A controversy over leaked exam papers for an important national school-leavers’ examination cast doubt on another cherished national institution, the Central Board of Secondary Education (CBSE), which conducts the test. The faith of millions of schoolchildren in the competitive examination system is vital for India’s social peace; in an environment where job seekers vastly exceed jobs available, unimpeachable exam results are fundamental to any perception of fairness. That the exam, which could make or break their futures, might have been leaked in advance to a favoured few casts a doubt on the entire culture of meritocracy that millions of young Indians aspire to.

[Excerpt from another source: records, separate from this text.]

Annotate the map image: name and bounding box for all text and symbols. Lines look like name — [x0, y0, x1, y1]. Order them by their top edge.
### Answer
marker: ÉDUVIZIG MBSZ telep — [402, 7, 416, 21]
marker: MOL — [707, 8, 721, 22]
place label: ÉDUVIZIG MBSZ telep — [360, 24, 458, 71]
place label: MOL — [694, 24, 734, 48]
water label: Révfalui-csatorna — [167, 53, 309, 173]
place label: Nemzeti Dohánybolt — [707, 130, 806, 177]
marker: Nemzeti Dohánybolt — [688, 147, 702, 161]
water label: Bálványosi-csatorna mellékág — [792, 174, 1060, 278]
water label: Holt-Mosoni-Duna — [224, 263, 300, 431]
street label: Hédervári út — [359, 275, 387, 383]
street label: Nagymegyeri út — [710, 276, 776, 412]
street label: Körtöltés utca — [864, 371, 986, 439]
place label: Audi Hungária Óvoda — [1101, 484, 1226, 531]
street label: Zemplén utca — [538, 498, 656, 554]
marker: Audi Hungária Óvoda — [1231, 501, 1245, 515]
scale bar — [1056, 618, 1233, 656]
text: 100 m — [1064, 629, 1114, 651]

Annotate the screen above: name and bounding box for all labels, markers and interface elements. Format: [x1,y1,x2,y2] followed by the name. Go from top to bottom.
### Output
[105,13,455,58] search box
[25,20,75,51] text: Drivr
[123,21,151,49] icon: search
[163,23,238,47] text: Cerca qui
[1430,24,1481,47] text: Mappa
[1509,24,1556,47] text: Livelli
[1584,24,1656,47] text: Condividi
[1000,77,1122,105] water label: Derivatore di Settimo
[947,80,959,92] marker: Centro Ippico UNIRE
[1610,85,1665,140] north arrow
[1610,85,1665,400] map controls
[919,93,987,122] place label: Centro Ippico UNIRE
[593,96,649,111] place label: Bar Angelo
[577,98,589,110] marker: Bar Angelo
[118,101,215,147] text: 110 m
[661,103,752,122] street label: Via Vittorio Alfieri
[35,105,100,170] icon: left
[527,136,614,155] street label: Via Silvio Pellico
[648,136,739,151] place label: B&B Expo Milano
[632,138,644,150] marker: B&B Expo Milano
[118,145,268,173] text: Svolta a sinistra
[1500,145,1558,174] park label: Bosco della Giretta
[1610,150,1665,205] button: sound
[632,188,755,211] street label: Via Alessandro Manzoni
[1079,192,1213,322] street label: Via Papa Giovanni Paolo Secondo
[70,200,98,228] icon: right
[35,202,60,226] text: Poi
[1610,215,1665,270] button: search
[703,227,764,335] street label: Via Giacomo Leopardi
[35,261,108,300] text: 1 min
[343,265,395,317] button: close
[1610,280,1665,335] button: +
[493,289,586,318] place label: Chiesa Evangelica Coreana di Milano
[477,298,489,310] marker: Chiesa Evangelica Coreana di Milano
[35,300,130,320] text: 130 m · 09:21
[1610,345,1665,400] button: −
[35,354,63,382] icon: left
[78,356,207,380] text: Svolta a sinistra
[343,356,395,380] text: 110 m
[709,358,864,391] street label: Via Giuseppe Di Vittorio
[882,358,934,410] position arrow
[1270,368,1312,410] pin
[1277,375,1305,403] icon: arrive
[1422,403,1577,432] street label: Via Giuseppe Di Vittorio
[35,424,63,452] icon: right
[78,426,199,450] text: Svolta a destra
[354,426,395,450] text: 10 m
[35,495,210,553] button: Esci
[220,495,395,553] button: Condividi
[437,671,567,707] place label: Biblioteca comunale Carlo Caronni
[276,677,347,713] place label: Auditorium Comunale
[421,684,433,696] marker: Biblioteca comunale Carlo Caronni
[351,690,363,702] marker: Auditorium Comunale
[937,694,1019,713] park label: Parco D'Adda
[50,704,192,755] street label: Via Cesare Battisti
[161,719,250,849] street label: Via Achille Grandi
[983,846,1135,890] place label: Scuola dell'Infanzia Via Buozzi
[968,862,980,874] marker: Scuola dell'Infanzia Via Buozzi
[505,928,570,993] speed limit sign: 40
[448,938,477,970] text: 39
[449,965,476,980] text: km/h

Under the BJP, the federal investigative agencies (notably the Central Bureau of Investigation) are widely seen as instruments of the government; the CBI has even been described as a “caged parrot”. Its investigations and indictments, once seen as the gold standard of Indian crime-fighting, are now too often seen as purely politically motivated.
As for the “temple of democracy”, the Indian Parliament, its work has been reduced to a farce as allies and supporters of the ruling party brought the Lok Sabha’s Budget Session to a standstill through disruptions orchestrated by the government. With the BJP-appointed Speaker claiming she could not count heads in the din, a motion of no-confidence moved by Opposition parties was initially not debated, citing “lack of order”.
It seemed as if the government was willing to destroy the temple rather than permit prayers against its misrule to be heard there. (The motion was eventually permitted to be introduced in the following session, but the damage was done.)